There Are Already Winners & Losers in Tuesday’s Queens DA Vote

Theodore Hamm Jun 24, 2019

“We are running on a bold, not just progressive, [but] de-carceral platform,” Tiffany Cabán told an enthusiastic crowd at a get-out-the-vote rally at Travers Park in Jackson Heights Sunday. 

Other speakers included Alexandria Ocasio-Cortez, Cynthia Nixon and Topeka K. Sam of #cut50. As state Sen. Jessica Ramos, who played emcee, exhorted, Cabán “understands us because she is us!” 

With hundreds of unpaid volunteers flooding neighborhoods across the borough, and Melinda Katz and Greg Lasak likely to divide up establishment votes, Cabán stands a good chance of winning Tuesday’s primary. Contrary to the race-politicking of Katz supporters — who claim that Cabán supporters don’t “look like” the largely black population of southeast Queens — canvassers from the political action arms of VOCAL-NY and Make the Road have been running an active ground game there.  

In some respects, Cabán is already victorious. 

At the recent WNYC debate, all of the candidates were asked to respond to the long list of non-violent crimes that Cabán would decline to prosecute. She is thus successfully moving the discussion towards downsizing the number of people entering the criminal justice system. 

Should Cabán lose, the next DA would be on the hook to move in the de-carceral direction.

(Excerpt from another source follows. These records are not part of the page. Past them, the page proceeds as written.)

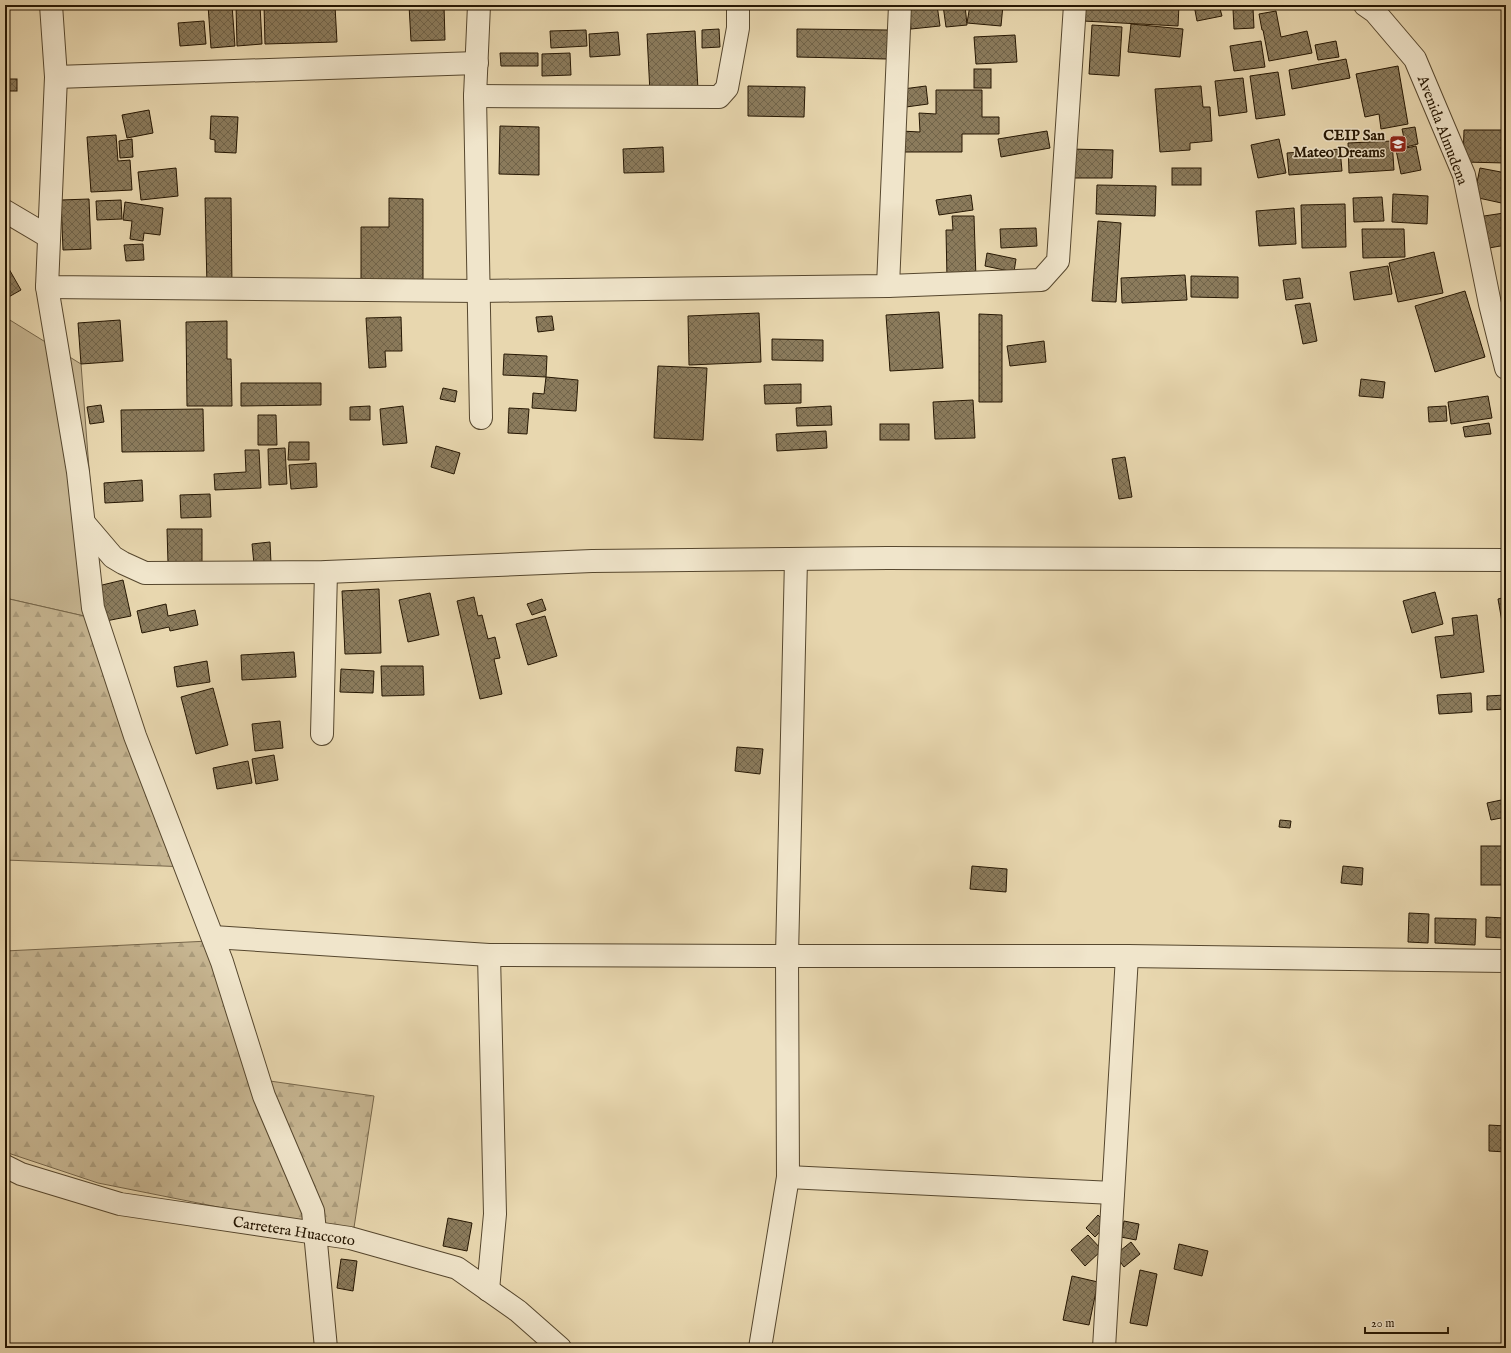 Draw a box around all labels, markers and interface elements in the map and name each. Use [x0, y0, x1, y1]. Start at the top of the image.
street label: Avenida Almudena [1413, 72, 1472, 188]
place label: CEIP San Mateo Dreams [1293, 126, 1386, 162]
school or university icon: CEIP San Mateo Dreams [1388, 134, 1408, 154]
street label: Carretera Huaccoto [231, 1212, 356, 1251]
scale bar [1365, 1309, 1448, 1335]
text: 20 m [1371, 1316, 1394, 1331]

And that figure would also need to answer to the growing base of criminal justice activists that the Cabán campaign has mobilized. 

There are a growing number of losers in the race, regardless of the outcome. Topping the list is NYC Public Advocate Jumaane Williams, who has made criminal justice issues central to his own agenda. Williams has not endorsed Cabán and appears to be sitting out a race that is entirely focused on criminal justice reform. 

Since winning the special election for public advocate this past February, Williams has presented his own personal history as a low-level weed dealer while at Brooklyn Tech as illustrative of the need for marijuana legalization. He says he never smoked pot, suggesting that “I never got high on my own supply” could be his campaign slogan if he runs for mayor in 2021. 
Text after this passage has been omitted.